WORKING DATA section start

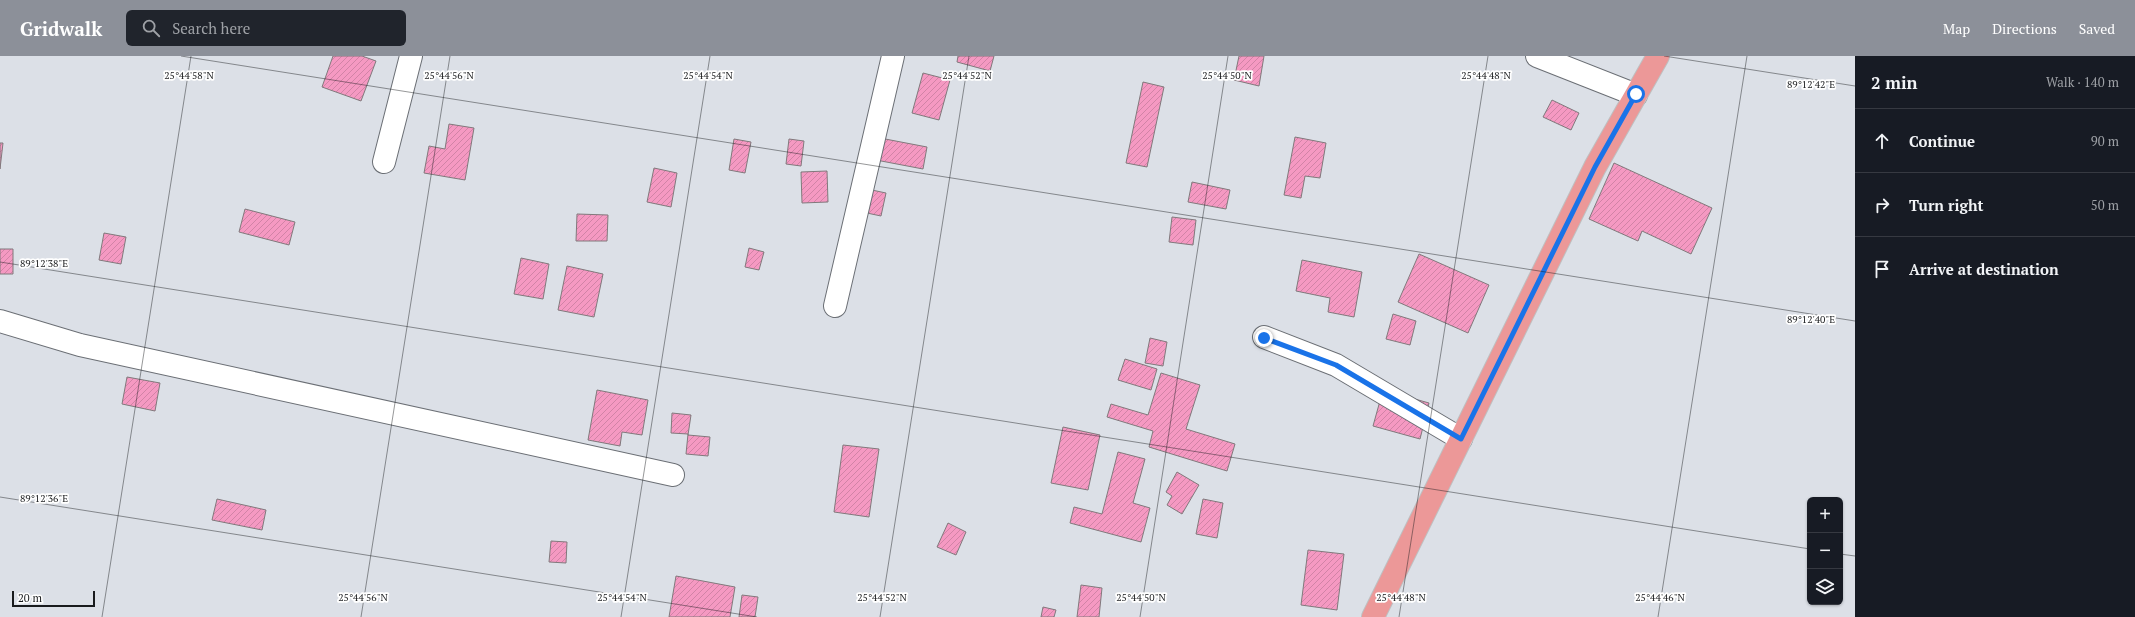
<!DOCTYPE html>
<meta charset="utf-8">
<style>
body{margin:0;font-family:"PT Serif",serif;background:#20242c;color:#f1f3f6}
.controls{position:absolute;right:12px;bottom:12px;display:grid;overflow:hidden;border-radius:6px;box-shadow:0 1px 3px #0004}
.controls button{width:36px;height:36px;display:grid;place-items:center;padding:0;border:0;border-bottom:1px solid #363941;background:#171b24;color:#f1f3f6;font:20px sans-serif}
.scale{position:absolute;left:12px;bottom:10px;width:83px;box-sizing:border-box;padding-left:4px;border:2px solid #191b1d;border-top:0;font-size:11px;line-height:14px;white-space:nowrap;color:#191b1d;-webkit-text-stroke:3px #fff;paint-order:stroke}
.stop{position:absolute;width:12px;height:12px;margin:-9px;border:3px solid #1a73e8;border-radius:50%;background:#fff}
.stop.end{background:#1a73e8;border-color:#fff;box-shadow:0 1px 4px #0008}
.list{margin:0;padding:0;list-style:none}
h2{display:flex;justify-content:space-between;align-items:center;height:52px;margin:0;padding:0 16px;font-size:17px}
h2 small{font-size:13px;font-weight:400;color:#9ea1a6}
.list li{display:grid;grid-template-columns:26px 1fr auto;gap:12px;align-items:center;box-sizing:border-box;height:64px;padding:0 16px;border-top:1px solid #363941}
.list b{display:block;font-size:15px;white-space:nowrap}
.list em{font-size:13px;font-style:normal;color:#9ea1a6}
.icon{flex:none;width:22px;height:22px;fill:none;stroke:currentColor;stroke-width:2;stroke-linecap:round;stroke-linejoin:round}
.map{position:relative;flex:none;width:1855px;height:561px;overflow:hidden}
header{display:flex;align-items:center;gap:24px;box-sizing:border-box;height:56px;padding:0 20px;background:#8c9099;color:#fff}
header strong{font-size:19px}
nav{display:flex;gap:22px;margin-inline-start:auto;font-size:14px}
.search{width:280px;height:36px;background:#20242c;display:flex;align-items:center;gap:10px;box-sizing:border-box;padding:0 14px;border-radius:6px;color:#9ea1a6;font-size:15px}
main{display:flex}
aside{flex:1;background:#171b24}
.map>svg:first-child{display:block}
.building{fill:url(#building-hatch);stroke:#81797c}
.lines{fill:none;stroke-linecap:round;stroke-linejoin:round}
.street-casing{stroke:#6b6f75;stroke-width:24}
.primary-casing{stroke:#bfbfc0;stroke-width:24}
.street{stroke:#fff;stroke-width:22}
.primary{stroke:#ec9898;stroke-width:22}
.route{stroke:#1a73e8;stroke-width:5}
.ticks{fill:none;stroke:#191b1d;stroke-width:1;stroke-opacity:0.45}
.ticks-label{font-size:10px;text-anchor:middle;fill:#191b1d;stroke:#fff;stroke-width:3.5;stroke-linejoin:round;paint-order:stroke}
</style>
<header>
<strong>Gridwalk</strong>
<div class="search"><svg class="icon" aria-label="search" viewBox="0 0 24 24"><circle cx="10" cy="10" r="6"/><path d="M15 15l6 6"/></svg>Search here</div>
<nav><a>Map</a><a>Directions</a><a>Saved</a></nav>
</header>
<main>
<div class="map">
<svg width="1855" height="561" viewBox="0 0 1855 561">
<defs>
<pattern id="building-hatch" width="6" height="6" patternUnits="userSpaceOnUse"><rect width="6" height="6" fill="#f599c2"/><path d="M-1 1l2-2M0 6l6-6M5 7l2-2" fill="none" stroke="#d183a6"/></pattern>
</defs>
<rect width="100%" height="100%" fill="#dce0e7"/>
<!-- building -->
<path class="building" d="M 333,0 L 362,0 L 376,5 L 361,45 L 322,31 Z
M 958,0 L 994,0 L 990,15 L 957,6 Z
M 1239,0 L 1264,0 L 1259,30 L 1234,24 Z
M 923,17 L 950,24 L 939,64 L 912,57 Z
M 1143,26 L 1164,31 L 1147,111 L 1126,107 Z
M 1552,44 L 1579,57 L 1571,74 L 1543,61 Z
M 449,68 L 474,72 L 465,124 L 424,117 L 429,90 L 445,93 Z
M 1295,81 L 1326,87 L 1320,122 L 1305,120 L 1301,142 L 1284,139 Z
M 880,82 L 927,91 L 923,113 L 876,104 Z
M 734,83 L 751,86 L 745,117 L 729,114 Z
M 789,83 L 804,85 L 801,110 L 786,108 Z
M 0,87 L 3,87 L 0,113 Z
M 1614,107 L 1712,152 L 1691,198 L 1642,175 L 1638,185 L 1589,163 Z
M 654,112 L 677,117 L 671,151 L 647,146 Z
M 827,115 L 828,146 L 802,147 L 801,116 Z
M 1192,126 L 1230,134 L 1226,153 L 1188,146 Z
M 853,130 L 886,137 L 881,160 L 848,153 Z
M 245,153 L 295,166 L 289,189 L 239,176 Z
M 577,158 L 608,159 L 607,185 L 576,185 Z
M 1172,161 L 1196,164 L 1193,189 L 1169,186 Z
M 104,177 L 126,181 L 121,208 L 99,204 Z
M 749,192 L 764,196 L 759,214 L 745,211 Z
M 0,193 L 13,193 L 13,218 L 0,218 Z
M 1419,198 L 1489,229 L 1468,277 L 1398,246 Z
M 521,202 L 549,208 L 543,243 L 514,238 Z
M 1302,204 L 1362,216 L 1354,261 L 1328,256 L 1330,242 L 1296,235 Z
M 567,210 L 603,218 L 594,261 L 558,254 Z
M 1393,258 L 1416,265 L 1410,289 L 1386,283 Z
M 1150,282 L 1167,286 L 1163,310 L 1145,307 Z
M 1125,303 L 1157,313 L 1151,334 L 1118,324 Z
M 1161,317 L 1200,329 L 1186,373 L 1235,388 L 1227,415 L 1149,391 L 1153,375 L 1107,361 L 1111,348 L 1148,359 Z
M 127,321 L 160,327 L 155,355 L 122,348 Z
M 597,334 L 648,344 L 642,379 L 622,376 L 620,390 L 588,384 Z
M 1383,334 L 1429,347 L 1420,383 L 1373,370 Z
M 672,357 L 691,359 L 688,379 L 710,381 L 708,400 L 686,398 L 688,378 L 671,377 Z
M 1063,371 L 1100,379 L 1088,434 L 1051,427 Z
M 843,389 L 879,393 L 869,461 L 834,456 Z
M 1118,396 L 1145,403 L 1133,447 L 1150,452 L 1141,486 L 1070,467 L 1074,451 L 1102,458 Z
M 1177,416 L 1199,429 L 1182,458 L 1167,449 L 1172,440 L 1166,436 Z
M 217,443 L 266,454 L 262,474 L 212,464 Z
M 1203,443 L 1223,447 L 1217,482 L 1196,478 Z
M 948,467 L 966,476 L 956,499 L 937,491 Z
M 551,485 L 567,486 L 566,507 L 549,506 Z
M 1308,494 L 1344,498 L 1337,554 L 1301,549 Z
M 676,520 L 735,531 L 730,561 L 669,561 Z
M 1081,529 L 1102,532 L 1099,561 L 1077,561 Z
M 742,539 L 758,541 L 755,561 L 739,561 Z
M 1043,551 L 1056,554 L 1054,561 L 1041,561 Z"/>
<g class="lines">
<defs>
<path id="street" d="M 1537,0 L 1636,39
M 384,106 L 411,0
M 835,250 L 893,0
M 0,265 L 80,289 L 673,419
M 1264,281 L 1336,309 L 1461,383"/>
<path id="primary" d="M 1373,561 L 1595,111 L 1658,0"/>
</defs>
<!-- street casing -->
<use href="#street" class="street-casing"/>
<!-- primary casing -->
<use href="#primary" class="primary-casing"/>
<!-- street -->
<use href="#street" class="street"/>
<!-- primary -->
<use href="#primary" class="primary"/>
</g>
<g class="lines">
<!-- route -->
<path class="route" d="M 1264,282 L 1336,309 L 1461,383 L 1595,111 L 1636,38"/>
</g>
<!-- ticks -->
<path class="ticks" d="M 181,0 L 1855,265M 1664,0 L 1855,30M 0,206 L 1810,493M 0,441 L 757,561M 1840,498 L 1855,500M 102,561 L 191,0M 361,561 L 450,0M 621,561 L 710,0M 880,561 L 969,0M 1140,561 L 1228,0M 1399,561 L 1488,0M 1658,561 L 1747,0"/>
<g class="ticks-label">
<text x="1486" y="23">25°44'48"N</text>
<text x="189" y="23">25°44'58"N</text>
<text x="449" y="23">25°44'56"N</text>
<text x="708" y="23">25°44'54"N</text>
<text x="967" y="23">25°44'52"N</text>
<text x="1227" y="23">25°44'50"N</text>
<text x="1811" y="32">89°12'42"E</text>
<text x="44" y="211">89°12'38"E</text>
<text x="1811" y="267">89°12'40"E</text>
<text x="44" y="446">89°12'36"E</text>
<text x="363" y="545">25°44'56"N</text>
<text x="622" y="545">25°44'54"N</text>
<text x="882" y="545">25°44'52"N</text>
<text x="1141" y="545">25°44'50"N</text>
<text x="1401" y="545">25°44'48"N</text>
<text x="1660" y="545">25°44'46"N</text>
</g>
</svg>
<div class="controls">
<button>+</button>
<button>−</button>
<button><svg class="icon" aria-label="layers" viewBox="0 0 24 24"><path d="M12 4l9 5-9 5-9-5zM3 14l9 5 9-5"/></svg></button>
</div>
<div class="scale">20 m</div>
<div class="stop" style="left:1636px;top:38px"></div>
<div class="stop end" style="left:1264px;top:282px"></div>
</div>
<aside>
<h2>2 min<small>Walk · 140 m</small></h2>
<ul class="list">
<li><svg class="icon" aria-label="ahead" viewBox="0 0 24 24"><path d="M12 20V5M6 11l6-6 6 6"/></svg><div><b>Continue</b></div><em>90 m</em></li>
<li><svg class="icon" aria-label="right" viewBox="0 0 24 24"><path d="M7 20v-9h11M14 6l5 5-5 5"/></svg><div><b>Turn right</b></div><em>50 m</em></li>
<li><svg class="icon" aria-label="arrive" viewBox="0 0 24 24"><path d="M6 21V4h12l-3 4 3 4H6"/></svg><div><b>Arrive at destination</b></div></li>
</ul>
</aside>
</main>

WORKING DATA section end

WHAT THE TASK REQUIRES: Please return every line of the records above that contains the word "shadow".

FINISHED EXERCISE:
.controls{position:absolute;right:12px;bottom:12px;display:grid;overflow:hidden;border-radius:6px;box-shadow:0 1px 3px #0004}
.stop.end{background:#1a73e8;border-color:#fff;box-shadow:0 1px 4px #0008}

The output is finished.